Jean-Gabriel Ganascia, membre du CNPEN et co-rapporteur de l’avis, souligne :
“L’avis ne cherche ni à condamner ni à glorifier l’utilisation de ces technologies, mais plutôt à éclairer et à susciter une réflexion éthique approfondie. Il s’adresse à toutes les parties prenantes, qu’il s’agisse des scientifiques, ingénieurs, développeurs, fournisseurs, utilisateurs exploitants, opérateurs, législateurs, représentants institutionnels, régulateurs, organismes de certification ou personnes physiques exposées aux technologies de reconnaissance”.
Le Comité insiste sur l’importance d’une évaluation approfondie des technologies déployées, examinant leur adéquation avec les objectifs visés et anticipant les conséquences à court, moyen et long terme sur la société. Il met en garde contre une approche simpliste du débat, soulignant sa complexité et appelant à une régulation équilibrée basée sur des évaluations expérimentales rigoureuses des performances.
Karine Dognin-Sauze, membre du CNPEN et co-rapporteur de l’avis, affirme :
“L’évaluation des technologies de reconnaissance biométrique doit être approfondie et adaptée à chaque contexte spécifique. Nous devons éviter les généralisations hâtives et prendre en compte la complexité des enjeux éthiques auxquels nous sommes confrontés”.
Le CNPEN émet 19 recommandations qui explorent des notions familières telles que la finalité, la proportionnalité, la transparence et l’équité. Parmi celles-ci, le Comité recommande d’énoncer “de façon explicite les finalités poursuivies par le recours aux systèmes de reconnaissance faciale, posturale et comportementale, afin qu’aucune finalité ne soit passée sous silence ou dissimulée”.
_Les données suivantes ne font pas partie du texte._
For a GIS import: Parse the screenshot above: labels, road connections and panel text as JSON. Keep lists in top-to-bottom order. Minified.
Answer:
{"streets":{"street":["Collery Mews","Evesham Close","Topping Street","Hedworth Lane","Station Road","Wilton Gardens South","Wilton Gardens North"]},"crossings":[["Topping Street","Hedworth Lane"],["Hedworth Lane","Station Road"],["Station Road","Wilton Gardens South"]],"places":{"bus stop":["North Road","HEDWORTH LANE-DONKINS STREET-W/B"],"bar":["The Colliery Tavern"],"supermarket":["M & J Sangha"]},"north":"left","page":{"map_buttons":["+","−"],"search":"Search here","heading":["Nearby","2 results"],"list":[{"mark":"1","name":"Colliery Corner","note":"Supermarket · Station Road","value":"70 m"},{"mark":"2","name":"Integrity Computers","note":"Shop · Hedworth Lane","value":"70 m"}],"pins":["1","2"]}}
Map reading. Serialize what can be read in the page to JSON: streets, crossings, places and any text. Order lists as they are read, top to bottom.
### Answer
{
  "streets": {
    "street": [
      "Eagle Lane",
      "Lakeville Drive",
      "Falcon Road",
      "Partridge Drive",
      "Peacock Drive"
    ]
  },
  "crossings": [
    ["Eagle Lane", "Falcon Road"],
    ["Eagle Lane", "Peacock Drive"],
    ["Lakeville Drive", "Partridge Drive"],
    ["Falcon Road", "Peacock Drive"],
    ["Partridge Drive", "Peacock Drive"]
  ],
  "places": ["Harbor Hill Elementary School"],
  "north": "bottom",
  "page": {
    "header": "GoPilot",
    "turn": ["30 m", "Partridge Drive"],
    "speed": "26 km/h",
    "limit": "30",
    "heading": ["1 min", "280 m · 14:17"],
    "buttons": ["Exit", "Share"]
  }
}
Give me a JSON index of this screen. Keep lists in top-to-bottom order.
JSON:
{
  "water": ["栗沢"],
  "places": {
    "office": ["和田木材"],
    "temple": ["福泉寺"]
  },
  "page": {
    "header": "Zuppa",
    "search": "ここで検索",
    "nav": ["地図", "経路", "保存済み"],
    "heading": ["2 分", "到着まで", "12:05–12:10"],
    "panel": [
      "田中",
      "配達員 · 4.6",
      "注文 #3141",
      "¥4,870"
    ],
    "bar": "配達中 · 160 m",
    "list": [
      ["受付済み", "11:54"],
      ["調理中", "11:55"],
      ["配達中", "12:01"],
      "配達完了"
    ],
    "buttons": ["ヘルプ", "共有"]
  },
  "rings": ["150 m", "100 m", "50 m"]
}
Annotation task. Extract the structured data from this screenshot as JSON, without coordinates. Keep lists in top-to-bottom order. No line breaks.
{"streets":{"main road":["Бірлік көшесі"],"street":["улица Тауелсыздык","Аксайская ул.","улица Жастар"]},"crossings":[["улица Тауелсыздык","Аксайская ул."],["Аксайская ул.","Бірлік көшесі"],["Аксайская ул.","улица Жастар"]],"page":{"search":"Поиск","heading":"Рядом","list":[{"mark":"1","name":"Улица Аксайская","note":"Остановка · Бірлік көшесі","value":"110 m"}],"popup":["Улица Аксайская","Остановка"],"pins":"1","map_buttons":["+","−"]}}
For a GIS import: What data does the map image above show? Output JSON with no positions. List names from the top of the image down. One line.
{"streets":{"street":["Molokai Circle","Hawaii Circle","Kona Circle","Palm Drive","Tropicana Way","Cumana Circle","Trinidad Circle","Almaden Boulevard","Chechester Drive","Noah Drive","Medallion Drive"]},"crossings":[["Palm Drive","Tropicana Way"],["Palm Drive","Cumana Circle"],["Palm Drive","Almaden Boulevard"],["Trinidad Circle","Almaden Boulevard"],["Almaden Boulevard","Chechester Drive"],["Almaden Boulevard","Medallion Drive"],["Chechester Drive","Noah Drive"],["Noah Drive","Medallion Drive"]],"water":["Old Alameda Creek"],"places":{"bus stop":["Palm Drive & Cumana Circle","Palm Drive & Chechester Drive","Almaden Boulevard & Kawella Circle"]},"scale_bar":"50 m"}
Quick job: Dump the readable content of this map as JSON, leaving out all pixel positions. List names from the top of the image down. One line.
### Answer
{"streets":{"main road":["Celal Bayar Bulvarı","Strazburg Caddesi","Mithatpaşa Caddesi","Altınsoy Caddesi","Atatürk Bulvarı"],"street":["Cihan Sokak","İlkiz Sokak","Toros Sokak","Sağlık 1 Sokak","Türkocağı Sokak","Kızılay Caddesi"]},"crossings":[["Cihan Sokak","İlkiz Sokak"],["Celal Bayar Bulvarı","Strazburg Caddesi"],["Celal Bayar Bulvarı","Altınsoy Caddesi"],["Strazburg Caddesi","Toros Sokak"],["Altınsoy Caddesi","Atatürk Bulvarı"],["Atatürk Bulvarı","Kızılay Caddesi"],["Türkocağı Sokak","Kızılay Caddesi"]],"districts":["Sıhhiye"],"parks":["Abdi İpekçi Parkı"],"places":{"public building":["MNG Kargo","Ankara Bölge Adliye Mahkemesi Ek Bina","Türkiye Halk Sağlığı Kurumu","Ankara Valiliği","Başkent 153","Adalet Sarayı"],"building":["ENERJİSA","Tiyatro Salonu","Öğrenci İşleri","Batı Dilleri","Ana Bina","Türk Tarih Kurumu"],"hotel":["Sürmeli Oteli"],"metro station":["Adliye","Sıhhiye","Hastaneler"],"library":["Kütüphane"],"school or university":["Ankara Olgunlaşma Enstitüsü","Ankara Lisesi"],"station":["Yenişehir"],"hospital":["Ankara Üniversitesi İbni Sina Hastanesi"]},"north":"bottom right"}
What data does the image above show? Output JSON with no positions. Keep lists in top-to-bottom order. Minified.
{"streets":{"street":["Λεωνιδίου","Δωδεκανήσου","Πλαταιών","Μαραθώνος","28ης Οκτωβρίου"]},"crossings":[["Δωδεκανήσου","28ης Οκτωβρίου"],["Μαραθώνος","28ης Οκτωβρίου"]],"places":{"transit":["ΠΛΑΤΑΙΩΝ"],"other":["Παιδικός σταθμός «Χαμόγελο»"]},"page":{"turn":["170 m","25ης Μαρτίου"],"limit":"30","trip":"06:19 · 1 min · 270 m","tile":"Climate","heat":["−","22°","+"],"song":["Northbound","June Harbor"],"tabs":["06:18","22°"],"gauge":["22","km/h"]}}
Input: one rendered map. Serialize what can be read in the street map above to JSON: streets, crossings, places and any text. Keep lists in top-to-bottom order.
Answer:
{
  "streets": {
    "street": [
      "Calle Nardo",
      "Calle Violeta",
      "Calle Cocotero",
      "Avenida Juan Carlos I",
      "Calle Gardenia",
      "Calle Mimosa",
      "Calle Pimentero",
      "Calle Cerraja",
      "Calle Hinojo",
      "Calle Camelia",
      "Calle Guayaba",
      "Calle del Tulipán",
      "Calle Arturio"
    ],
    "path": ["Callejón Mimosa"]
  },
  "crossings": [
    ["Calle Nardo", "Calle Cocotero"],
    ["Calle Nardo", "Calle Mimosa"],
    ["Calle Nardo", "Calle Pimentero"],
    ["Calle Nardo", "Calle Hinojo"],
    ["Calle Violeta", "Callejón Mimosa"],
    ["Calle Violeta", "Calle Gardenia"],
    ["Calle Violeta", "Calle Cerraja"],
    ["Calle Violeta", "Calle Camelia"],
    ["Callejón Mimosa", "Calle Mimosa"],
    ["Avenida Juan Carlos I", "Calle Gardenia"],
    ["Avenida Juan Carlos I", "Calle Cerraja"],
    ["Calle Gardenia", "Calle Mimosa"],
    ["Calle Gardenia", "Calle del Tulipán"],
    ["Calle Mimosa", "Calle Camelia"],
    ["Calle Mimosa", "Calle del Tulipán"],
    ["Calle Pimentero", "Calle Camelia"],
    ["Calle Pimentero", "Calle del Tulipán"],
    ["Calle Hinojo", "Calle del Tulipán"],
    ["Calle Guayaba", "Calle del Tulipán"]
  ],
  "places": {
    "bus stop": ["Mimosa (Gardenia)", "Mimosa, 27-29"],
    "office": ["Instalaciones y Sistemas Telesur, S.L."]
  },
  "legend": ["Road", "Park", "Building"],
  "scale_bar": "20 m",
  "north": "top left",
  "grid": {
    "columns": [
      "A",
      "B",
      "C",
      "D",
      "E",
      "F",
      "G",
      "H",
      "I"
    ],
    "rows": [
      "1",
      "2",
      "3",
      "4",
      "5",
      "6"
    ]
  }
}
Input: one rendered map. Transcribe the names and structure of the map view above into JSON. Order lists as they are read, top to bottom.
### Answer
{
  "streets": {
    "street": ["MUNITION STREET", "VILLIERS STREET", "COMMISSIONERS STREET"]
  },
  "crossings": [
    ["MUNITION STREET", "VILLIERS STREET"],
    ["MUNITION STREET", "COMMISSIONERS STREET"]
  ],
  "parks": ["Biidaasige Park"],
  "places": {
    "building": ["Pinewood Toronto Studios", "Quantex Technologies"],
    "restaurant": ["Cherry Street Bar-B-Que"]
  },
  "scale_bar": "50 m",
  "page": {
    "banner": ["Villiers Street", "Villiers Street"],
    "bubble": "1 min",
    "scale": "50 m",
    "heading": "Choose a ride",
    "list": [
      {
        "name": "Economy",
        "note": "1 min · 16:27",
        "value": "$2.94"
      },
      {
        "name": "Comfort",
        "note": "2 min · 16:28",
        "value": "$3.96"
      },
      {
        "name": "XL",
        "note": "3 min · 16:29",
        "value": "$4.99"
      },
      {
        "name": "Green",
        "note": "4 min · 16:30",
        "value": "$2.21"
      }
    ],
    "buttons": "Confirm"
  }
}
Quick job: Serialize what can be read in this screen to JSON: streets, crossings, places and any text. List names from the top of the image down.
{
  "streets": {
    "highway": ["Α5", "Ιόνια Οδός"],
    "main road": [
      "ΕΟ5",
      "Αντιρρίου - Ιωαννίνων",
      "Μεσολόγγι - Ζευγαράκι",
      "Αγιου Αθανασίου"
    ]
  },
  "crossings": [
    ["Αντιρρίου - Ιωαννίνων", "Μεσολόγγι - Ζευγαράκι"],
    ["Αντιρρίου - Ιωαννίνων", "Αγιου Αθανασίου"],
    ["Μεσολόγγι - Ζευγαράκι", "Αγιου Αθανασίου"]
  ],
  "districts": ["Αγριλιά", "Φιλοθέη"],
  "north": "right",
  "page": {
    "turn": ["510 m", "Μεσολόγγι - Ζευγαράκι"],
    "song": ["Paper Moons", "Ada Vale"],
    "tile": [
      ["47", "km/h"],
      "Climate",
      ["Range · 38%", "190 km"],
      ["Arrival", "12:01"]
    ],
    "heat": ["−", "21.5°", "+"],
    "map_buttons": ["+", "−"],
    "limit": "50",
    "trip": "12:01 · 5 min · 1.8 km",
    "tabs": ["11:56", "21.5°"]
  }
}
D’autres recommandations sont plus spécifiques, couvrant des aspects tels que les dimensions scientifiques, les expérimentations, ainsi que les implications économiques et sociales liées au déploiement de ces dispositifs technologiques. Le CNPEN traite, notamment, la question des biais et propose d’inclure « une mention explicite de la présence potentielle de biais » lors de l’installation de ces systèmes.
Il encourage également la définition systématique d’un protocole précisant les finalités, les hypothèses, le détail de la mise en œuvre, les acteurs impliqués, le cadre, ainsi que la durée, pour toute expérimentation d’un système de reconnaissance faciale, posturale ou comportementale.
L’avis et ces recommandations ont pour objectif d’aider les citoyens à prendre conscience des évolutions technologiques et à décider démocratiquement de la société dans laquelle ils souhaitent vivre, en tenant compte des impératifs de sécurité, des avantages des technologies et des risques pour les libertés individuelles et collectives.
L’avis complet et les recommandations détaillées sont disponibles sur le site institutionnel du CNPEN.